**Task to complete:**
Write out each line from the data below that includes the word "Express".

**Exercise inputs:**
- - - - - - -
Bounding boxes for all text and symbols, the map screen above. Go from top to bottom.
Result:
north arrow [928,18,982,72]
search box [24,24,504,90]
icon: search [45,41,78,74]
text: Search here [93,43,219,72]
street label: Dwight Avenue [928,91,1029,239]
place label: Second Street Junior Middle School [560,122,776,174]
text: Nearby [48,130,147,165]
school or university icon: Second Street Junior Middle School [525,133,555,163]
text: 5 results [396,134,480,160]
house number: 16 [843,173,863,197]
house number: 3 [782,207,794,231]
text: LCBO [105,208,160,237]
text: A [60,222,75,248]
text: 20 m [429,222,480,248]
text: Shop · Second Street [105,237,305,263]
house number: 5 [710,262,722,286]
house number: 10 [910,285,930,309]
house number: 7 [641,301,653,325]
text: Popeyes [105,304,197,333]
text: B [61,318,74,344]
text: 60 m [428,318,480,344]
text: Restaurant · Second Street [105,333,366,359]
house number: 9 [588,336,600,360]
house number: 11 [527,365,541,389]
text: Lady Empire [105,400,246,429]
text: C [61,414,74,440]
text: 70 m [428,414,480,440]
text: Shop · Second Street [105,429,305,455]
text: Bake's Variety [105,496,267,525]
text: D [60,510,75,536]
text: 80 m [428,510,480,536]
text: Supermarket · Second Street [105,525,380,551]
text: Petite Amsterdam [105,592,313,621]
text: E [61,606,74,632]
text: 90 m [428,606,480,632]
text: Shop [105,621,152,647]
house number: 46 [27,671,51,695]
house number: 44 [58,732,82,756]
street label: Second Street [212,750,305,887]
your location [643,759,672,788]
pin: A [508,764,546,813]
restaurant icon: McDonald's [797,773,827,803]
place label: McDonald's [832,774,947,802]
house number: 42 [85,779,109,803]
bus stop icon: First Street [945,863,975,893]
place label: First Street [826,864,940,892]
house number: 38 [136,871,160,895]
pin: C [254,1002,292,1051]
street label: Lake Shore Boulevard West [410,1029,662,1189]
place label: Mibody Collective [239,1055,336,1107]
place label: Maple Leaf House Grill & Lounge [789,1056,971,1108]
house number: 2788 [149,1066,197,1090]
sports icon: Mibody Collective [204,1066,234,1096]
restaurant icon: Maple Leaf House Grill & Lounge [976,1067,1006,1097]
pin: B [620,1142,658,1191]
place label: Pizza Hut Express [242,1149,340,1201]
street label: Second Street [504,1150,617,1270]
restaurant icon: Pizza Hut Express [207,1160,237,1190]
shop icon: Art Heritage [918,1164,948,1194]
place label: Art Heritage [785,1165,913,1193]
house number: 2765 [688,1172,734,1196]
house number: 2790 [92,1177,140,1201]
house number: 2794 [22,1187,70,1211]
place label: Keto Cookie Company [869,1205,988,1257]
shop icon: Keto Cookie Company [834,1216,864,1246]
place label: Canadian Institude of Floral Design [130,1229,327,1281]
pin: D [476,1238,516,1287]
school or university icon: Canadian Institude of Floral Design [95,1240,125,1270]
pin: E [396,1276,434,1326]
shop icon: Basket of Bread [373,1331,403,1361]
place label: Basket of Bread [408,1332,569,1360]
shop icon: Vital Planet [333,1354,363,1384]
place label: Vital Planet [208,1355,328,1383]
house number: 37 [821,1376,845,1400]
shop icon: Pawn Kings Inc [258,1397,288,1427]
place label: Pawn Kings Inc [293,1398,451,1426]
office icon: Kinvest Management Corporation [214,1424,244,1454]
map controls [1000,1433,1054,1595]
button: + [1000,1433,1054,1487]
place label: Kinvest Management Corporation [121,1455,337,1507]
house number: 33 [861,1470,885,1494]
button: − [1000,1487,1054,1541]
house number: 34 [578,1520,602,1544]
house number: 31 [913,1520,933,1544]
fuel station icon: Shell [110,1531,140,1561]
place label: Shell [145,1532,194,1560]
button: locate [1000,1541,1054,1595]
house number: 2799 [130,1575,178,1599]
- - - - - - -
**Exercise result:**
place label: Pizza Hut Express [242,1149,340,1201]
restaurant icon: Pizza Hut Express [207,1160,237,1190]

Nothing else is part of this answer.